EXERCISE AIM
Print the listing again exactly, leaving nothing out.

SUPPLIED RECORDS
★ ★ ★ ★

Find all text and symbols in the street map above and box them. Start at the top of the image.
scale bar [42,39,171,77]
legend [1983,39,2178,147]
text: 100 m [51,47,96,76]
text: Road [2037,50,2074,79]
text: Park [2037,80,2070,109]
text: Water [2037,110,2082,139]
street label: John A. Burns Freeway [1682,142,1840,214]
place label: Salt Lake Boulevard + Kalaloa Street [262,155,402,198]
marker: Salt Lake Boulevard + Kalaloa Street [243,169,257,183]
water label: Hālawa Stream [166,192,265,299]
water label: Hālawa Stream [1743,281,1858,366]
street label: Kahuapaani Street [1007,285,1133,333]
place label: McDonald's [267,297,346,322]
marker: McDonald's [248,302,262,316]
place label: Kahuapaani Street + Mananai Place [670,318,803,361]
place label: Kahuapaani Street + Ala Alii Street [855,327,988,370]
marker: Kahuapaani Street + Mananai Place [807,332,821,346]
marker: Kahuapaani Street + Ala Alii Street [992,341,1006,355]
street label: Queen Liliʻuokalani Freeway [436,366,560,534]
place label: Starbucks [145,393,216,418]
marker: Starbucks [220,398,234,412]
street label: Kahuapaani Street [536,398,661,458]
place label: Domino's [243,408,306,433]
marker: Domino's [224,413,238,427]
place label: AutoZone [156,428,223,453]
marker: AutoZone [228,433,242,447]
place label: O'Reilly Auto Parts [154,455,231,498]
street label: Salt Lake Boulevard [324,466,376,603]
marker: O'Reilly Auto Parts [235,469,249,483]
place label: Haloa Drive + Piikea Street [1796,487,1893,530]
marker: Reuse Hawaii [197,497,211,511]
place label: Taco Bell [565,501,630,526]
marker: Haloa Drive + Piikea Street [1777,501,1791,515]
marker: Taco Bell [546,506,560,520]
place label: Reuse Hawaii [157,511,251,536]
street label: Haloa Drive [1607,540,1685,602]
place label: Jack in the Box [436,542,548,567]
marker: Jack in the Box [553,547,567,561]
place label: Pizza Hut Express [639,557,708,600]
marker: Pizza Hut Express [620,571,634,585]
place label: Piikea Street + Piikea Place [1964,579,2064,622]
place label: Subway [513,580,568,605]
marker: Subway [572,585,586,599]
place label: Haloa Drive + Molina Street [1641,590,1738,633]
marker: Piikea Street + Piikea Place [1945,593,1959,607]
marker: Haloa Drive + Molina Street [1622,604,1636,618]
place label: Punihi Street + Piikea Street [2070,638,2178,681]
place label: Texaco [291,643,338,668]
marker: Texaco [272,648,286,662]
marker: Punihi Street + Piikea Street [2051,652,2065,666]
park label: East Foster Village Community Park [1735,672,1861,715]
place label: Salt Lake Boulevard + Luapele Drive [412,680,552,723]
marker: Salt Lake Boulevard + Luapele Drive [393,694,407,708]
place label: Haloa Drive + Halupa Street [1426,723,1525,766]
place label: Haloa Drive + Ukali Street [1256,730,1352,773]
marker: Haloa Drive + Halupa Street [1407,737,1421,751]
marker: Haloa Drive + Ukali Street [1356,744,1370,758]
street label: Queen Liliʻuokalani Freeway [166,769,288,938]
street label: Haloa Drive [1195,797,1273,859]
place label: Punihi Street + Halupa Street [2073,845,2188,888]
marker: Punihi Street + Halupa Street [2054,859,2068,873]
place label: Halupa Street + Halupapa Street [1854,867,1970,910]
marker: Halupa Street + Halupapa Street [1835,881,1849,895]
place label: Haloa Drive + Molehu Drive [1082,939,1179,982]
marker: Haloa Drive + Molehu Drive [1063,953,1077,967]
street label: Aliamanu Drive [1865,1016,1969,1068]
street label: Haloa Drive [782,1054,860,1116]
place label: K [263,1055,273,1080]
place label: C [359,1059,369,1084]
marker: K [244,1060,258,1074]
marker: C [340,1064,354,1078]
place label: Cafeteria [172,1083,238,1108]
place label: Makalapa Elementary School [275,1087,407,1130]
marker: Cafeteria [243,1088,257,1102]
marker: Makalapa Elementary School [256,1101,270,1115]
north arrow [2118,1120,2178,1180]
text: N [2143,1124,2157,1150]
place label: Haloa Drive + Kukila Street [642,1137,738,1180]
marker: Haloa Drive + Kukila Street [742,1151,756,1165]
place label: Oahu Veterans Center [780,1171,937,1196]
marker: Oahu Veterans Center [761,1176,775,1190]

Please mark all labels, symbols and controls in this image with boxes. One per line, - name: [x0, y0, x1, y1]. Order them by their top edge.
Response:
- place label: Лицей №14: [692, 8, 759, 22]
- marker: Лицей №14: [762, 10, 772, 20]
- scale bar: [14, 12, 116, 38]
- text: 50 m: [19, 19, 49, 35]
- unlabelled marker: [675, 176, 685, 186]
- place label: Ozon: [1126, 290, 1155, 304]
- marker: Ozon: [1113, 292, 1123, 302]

★ ★ ★ ★

RESPONSE BELOW
Find all text and symbols in the street map above and box them. Start at the top of the image.
scale bar [42,39,171,77]
legend [1983,39,2178,147]
text: 100 m [51,47,96,76]
text: Road [2037,50,2074,79]
text: Park [2037,80,2070,109]
text: Water [2037,110,2082,139]
street label: John A. Burns Freeway [1682,142,1840,214]
place label: Salt Lake Boulevard + Kalaloa Street [262,155,402,198]
marker: Salt Lake Boulevard + Kalaloa Street [243,169,257,183]
water label: Hālawa Stream [166,192,265,299]
water label: Hālawa Stream [1743,281,1858,366]
street label: Kahuapaani Street [1007,285,1133,333]
place label: McDonald's [267,297,346,322]
marker: McDonald's [248,302,262,316]
place label: Kahuapaani Street + Mananai Place [670,318,803,361]
place label: Kahuapaani Street + Ala Alii Street [855,327,988,370]
marker: Kahuapaani Street + Mananai Place [807,332,821,346]
marker: Kahuapaani Street + Ala Alii Street [992,341,1006,355]
street label: Queen Liliʻuokalani Freeway [436,366,560,534]
place label: Starbucks [145,393,216,418]
marker: Starbucks [220,398,234,412]
street label: Kahuapaani Street [536,398,661,458]
place label: Domino's [243,408,306,433]
marker: Domino's [224,413,238,427]
place label: AutoZone [156,428,223,453]
marker: AutoZone [228,433,242,447]
place label: O'Reilly Auto Parts [154,455,231,498]
street label: Salt Lake Boulevard [324,466,376,603]
marker: O'Reilly Auto Parts [235,469,249,483]
place label: Haloa Drive + Piikea Street [1796,487,1893,530]
marker: Reuse Hawaii [197,497,211,511]
place label: Taco Bell [565,501,630,526]
marker: Haloa Drive + Piikea Street [1777,501,1791,515]
marker: Taco Bell [546,506,560,520]
place label: Reuse Hawaii [157,511,251,536]
street label: Haloa Drive [1607,540,1685,602]
place label: Jack in the Box [436,542,548,567]
marker: Jack in the Box [553,547,567,561]
place label: Pizza Hut Express [639,557,708,600]
marker: Pizza Hut Express [620,571,634,585]
place label: Piikea Street + Piikea Place [1964,579,2064,622]
place label: Subway [513,580,568,605]
marker: Subway [572,585,586,599]
place label: Haloa Drive + Molina Street [1641,590,1738,633]
marker: Piikea Street + Piikea Place [1945,593,1959,607]
marker: Haloa Drive + Molina Street [1622,604,1636,618]
place label: Punihi Street + Piikea Street [2070,638,2178,681]
place label: Texaco [291,643,338,668]
marker: Texaco [272,648,286,662]
marker: Punihi Street + Piikea Street [2051,652,2065,666]
park label: East Foster Village Community Park [1735,672,1861,715]
place label: Salt Lake Boulevard + Luapele Drive [412,680,552,723]
marker: Salt Lake Boulevard + Luapele Drive [393,694,407,708]
place label: Haloa Drive + Halupa Street [1426,723,1525,766]
place label: Haloa Drive + Ukali Street [1256,730,1352,773]
marker: Haloa Drive + Halupa Street [1407,737,1421,751]
marker: Haloa Drive + Ukali Street [1356,744,1370,758]
street label: Queen Liliʻuokalani Freeway [166,769,288,938]
street label: Haloa Drive [1195,797,1273,859]
place label: Punihi Street + Halupa Street [2073,845,2188,888]
marker: Punihi Street + Halupa Street [2054,859,2068,873]
place label: Halupa Street + Halupapa Street [1854,867,1970,910]
marker: Halupa Street + Halupapa Street [1835,881,1849,895]
place label: Haloa Drive + Molehu Drive [1082,939,1179,982]
marker: Haloa Drive + Molehu Drive [1063,953,1077,967]
street label: Aliamanu Drive [1865,1016,1969,1068]
street label: Haloa Drive [782,1054,860,1116]
place label: K [263,1055,273,1080]
place label: C [359,1059,369,1084]
marker: K [244,1060,258,1074]
marker: C [340,1064,354,1078]
place label: Cafeteria [172,1083,238,1108]
place label: Makalapa Elementary School [275,1087,407,1130]
marker: Cafeteria [243,1088,257,1102]
marker: Makalapa Elementary School [256,1101,270,1115]
north arrow [2118,1120,2178,1180]
text: N [2143,1124,2157,1150]
place label: Haloa Drive + Kukila Street [642,1137,738,1180]
marker: Haloa Drive + Kukila Street [742,1151,756,1165]
place label: Oahu Veterans Center [780,1171,937,1196]
marker: Oahu Veterans Center [761,1176,775,1190]

Please mark all labels, symbols and controls in this image with boxes. One per line, - name: [x0, y0, x1, y1]. Order them by their top edge.
Response:
- place label: Лицей №14: [692, 8, 759, 22]
- marker: Лицей №14: [762, 10, 772, 20]
- scale bar: [14, 12, 116, 38]
- text: 50 m: [19, 19, 49, 35]
- unlabelled marker: [675, 176, 685, 186]
- place label: Ozon: [1126, 290, 1155, 304]
- marker: Ozon: [1113, 292, 1123, 302]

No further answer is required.